How to leverage Inbound Marketing to amplify your PR strategy Playbook.

kennedy marketing blog

Storytelling is a powerful sales tool when it connects with the right audience.

Using the emotion of your company story to differentiate yourself from the competition is one way of using your public relations efforts by helping others to identify who you are, what your product is and how it will help customers. 

Public relations (PR) is the process by which you communicate and engage to build mutually beneficial relationships between other organisations or audiences using trusted sources to distribute your message.

Both PR and inbound marketing are mutually effective in boosting brand awareness, increasing website traffic, creating a brand identity, and distributing your content to a target audience.

PR are accomplished storytellers, creating narratives or angles to advance the agenda of their client in order to protect, enhance or start to build a brands reputation.

They are always trying to address the media owners question of “What’s in it for me and my audience?” through the content they produce.

Inbound marketing can augment PR efforts and serve as an amplifier to the content that is created adding another way of reaching out to your target audience.

An inbound strategy can benefit in many ways, providing a platform to post fresh, new content along with optimising relevant and targeted keywords, and building thought leadership. 

Today we don’t control as much of the dialogue as we used to.

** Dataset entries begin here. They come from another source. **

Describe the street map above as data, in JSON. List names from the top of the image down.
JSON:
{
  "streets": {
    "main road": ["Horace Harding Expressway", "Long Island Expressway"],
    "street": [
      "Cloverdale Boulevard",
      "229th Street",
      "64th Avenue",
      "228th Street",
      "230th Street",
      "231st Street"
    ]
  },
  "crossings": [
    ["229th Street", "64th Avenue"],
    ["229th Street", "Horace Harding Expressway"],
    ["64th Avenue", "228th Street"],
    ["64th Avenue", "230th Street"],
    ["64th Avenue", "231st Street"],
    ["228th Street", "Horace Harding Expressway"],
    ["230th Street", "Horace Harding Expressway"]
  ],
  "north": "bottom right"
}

Buyers for many reasons have taken control and are in the driving seat. They decide when, how and with what sources they use to self-educate.

B2B buyers do their homework, filter out the advertising noise and base judgments on a brands perceived level of trust, personal recommendations and authority.

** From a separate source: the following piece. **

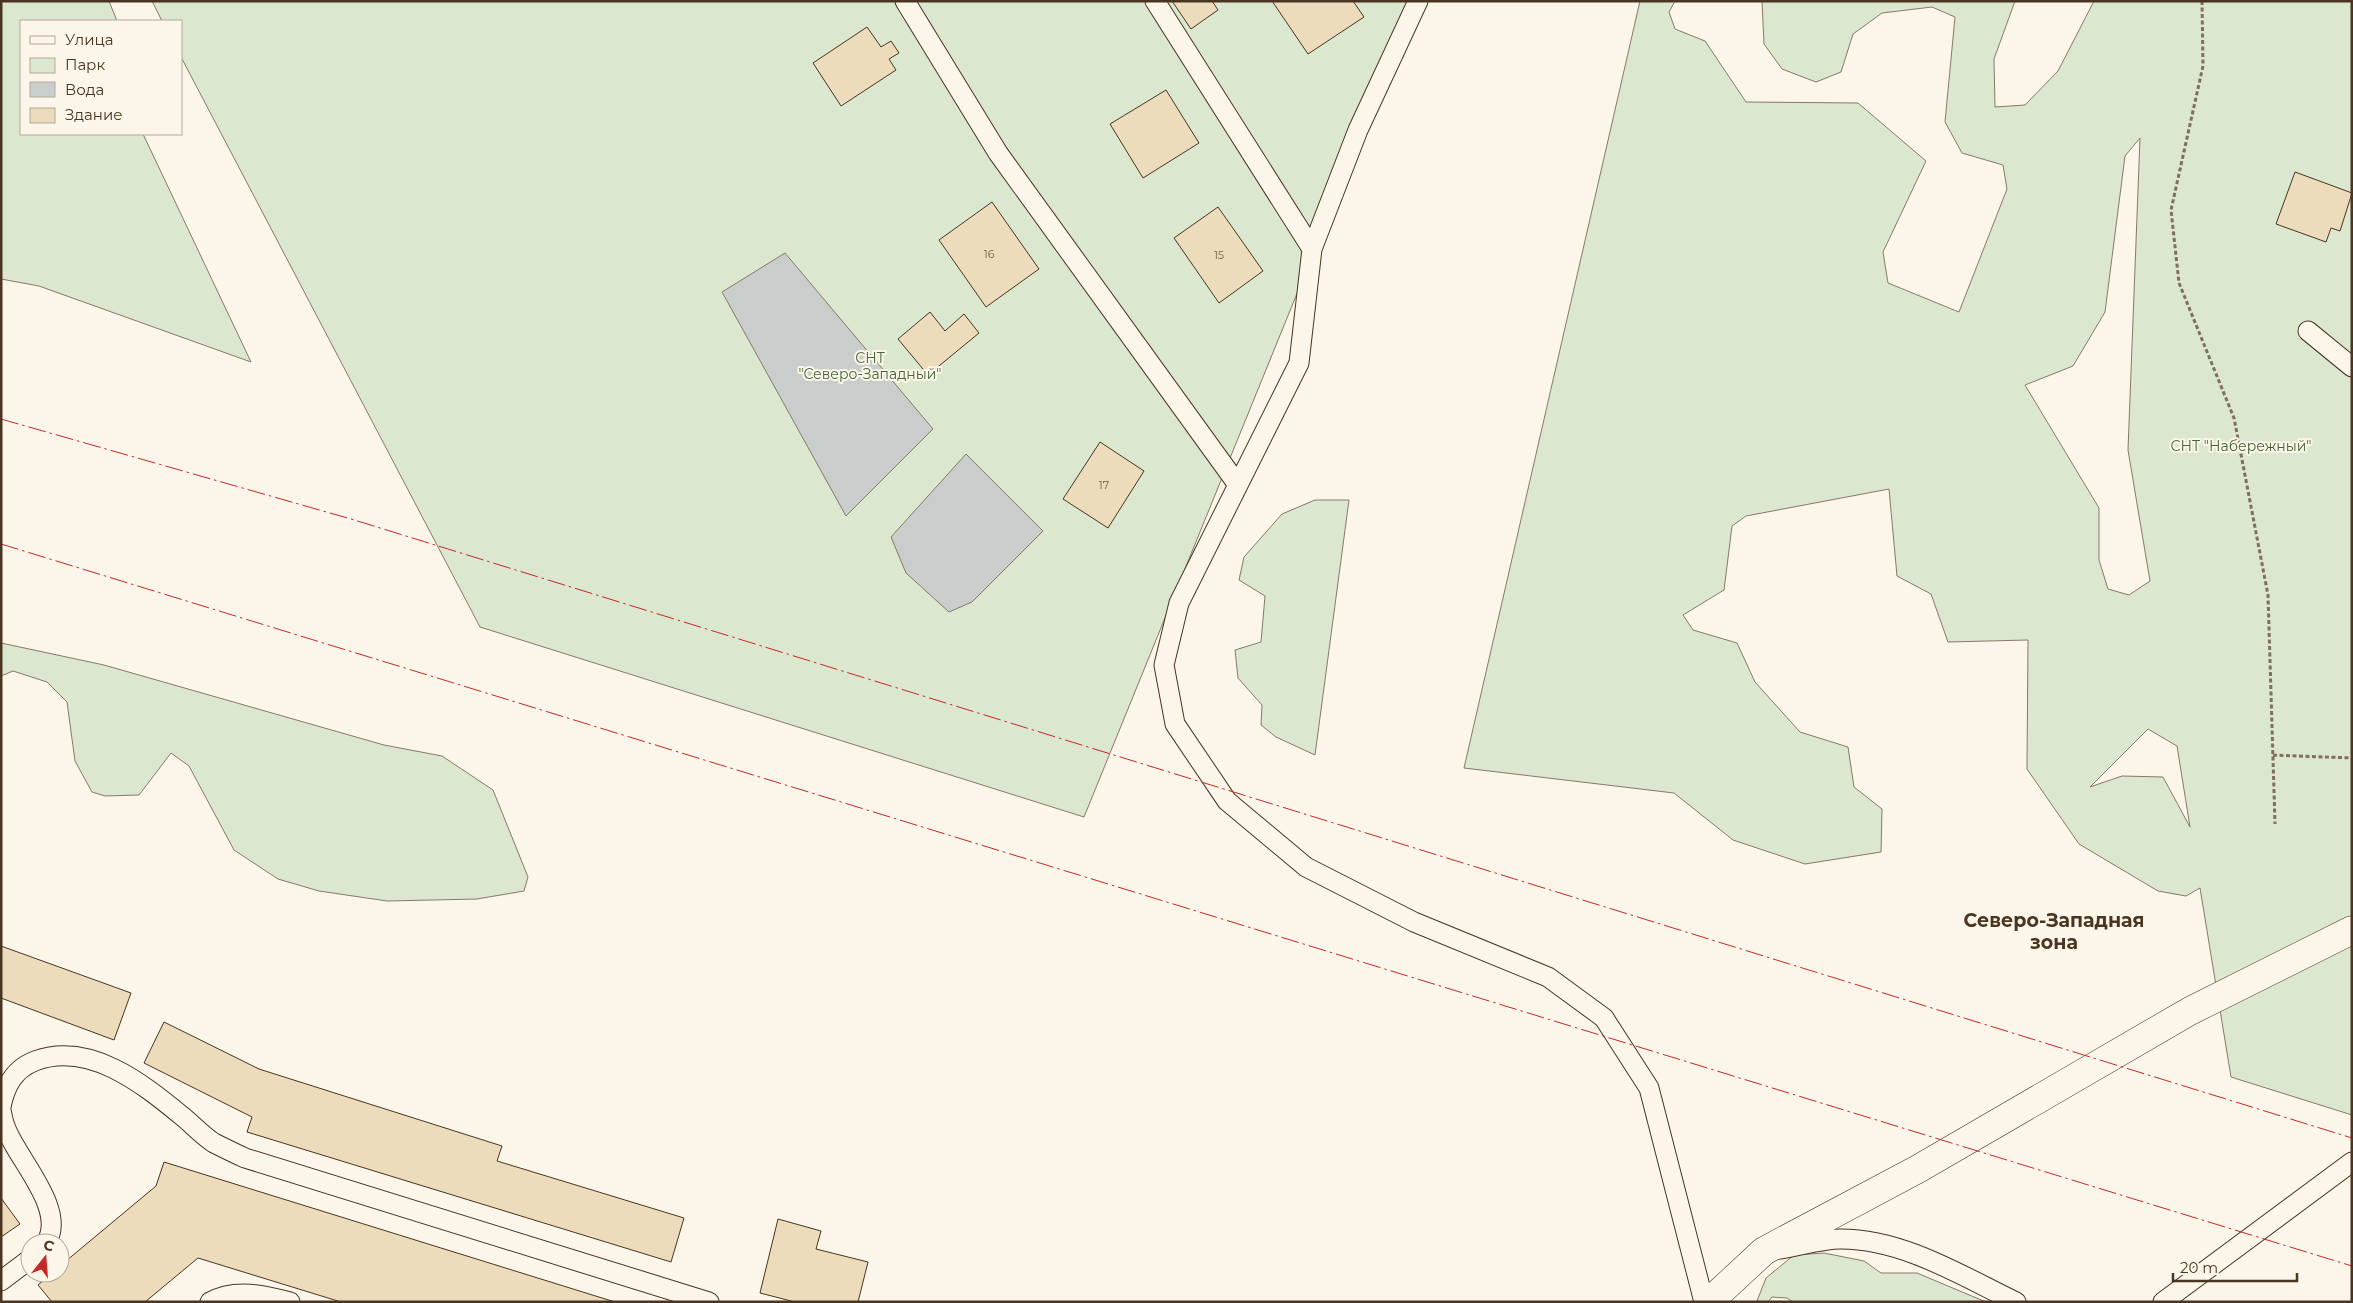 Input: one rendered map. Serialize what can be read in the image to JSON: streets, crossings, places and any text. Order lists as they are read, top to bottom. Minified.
{"districts":["Северо-Западная зона"],"parks":["СНТ \"Северо-Западный\"","СНТ \"Набережный\""],"house_numbers":["16","15","17"],"legend":["Улица","Парк","Вода","Здание"],"scale_bar":"20 m","north":"top"}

For example, many companies in the technology sector are lagging behind the curve when it comes to understanding the new digital landscape. Buyers are more selective that ever before, they don’t need to hear from a brand directly to decide if they are interested based on their own research.

And that’s a problem, because the traditional approach to doing business that many companies are hanging on to – the outbound-centric models are not as effective as they used to be in getting the audiences attention.

It’s Time To Transform Your Marketing

With the Internet and social media revolution there is a continuous pressure on companies to become more buyer-centric. For B2B buyers today all the information they need is a few clicks away – online. 

  •  47 percent of buyers view three to five pieces of content before engaging with a sales rep. (Demand Gen)

With so many touch points now in the buying process the sales cycle has become longer and more complicated. Budgets are tighter, more vendor options to consider, more stakeholders and a risk averse culture all contribute to a challenging sales cycle.

Low cost and with high impacts, inbound marketing can be used to ignite growth in gaining PR coverage.

The Internet and access to cheaper technology have levelled the playing field in today’s competitive market place.

Decision makers and influencers need to be approached in a different way, attract rather than distract them, get them on your side, build a level of trust in what you are saying and a build a momentum with word of mouth recommendations. Below is a chart that lays out the influences on why inbound marketing is a part of the PR conversation.

Outbound vs. Inbound Behaviour

Outbound or traditional marketing does have its benefits, especially for larger companies that have enough budget to fund more tactics to drive traffic and reach. 

But changes in B2B buyer behaviour are forcing companies to adopt a strategy that targets a buyers’ specific needs. The inbound methodology grows an audience organically by generating website traffic using educational content that visitors are searching for. 

PR And Why Earned Media Matters

The goal is to earn the attention of media to publish your content and reach out with interesting and relevant stories. All businesses can benefit from a better understanding of the audience that they are trying to reach, with an appreciation of their digital behaviour to understand how to influence and earn “share-of-mind”.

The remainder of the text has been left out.